#### [WHAT THE TASK REQUIRES]
Please filter the entries for the word "shaded" and copy every line that has it.
====== INFORMATION GIVEN ======
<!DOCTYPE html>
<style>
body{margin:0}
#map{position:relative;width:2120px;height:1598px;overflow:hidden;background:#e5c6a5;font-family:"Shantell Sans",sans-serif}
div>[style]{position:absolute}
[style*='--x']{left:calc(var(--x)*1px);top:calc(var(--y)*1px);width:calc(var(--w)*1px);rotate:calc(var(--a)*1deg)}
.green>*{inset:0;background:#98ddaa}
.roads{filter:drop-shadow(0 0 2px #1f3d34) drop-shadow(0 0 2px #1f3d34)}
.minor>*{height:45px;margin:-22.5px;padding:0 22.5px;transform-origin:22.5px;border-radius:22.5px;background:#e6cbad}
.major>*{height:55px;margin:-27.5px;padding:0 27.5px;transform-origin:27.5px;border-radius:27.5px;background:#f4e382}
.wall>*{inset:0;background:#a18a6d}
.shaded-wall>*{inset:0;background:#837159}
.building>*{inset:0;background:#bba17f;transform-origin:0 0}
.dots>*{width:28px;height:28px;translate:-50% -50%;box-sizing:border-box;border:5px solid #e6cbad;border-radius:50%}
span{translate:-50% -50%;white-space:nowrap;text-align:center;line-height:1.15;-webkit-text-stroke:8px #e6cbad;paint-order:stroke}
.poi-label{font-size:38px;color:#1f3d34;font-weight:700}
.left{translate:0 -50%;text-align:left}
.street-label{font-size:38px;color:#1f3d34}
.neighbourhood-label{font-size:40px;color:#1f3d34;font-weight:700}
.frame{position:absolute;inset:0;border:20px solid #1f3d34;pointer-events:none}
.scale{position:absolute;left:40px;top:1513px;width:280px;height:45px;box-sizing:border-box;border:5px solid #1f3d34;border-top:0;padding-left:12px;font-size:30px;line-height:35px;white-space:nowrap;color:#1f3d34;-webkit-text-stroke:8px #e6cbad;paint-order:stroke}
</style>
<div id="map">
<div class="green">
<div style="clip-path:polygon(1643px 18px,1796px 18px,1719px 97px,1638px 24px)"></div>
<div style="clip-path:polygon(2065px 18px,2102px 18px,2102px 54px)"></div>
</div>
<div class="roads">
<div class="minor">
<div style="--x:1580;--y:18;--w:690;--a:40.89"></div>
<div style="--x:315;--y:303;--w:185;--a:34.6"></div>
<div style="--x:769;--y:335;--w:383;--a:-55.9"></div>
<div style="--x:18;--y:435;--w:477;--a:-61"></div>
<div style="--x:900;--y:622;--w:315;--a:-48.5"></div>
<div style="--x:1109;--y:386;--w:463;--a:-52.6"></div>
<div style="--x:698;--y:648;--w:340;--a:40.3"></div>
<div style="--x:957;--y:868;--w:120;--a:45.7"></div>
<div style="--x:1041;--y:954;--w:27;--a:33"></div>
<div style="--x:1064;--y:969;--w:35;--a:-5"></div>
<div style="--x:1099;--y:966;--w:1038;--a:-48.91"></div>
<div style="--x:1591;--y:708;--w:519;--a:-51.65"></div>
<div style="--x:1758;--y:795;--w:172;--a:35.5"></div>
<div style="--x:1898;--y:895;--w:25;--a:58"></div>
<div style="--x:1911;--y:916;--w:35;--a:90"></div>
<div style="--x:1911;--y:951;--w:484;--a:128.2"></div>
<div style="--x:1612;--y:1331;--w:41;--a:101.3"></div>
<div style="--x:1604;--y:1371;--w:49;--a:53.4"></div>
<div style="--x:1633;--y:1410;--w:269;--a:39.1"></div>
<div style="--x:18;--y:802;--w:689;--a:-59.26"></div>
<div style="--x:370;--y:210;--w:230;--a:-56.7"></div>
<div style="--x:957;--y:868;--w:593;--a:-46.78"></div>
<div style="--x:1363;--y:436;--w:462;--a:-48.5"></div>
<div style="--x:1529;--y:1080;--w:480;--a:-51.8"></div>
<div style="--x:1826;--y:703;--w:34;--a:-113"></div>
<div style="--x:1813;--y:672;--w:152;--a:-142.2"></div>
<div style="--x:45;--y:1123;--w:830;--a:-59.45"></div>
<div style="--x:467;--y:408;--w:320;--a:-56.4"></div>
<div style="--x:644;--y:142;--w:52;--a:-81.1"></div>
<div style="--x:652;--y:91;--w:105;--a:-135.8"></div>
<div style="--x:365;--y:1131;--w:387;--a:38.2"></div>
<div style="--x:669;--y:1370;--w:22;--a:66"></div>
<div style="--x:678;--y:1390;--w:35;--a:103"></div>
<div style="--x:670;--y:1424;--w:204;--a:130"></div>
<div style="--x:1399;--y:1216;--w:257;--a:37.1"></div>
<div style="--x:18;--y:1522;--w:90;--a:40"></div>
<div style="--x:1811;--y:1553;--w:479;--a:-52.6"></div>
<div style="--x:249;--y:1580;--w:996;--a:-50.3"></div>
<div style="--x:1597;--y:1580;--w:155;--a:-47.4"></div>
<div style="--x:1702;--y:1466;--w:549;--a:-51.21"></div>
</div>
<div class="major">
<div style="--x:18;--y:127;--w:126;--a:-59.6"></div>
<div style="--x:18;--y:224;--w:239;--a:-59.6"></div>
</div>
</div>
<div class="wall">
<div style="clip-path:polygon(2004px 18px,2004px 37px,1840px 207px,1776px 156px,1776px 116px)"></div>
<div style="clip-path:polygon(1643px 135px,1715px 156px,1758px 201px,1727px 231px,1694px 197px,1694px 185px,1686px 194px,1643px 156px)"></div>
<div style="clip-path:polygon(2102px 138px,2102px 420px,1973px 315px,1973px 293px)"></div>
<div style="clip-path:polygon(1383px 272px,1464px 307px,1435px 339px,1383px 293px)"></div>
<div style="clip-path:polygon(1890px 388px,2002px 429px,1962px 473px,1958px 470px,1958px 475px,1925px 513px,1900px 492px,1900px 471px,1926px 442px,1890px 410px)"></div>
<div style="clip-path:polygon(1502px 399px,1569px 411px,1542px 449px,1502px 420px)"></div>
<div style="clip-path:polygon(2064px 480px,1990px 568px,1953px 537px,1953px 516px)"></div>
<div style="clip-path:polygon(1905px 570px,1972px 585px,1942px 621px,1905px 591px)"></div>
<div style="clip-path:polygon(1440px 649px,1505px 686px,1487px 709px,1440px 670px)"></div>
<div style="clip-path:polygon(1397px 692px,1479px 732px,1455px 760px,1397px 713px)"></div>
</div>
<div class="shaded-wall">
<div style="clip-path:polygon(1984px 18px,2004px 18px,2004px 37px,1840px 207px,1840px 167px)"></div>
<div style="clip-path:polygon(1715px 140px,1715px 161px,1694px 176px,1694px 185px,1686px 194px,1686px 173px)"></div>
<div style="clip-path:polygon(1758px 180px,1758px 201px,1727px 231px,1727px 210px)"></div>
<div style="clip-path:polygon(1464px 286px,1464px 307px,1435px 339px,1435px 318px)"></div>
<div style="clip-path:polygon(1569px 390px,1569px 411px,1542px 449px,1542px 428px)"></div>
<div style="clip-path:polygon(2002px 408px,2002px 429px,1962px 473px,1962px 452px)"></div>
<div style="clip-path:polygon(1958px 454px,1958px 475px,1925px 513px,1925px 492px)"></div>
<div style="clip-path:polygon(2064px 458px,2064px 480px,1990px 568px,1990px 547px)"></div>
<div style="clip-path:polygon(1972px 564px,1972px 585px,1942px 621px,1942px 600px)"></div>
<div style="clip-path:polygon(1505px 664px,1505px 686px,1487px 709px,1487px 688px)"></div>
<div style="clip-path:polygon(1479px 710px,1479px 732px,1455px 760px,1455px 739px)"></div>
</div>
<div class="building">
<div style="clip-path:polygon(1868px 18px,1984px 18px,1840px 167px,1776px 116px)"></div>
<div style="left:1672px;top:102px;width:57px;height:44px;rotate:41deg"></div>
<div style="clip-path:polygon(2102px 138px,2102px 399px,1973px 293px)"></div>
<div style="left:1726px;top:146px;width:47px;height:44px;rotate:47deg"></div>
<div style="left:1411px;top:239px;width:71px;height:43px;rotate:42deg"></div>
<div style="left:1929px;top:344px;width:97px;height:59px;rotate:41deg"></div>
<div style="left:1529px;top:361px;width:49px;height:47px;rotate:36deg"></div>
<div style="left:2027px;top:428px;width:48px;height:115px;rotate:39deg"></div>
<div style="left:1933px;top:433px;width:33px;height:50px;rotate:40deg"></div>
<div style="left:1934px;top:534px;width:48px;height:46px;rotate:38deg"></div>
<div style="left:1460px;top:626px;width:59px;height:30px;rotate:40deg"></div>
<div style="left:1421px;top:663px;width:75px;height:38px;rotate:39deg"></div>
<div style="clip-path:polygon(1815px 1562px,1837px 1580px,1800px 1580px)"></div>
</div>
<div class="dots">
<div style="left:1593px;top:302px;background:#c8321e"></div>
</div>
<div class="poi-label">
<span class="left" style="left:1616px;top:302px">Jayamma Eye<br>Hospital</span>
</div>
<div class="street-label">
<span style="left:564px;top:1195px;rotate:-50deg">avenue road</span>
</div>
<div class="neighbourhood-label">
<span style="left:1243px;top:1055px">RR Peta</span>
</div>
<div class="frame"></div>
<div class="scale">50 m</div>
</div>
======
#### [RESPONSE]
.shaded-wall>*{inset:0;background:#837159}
<div class="shaded-wall">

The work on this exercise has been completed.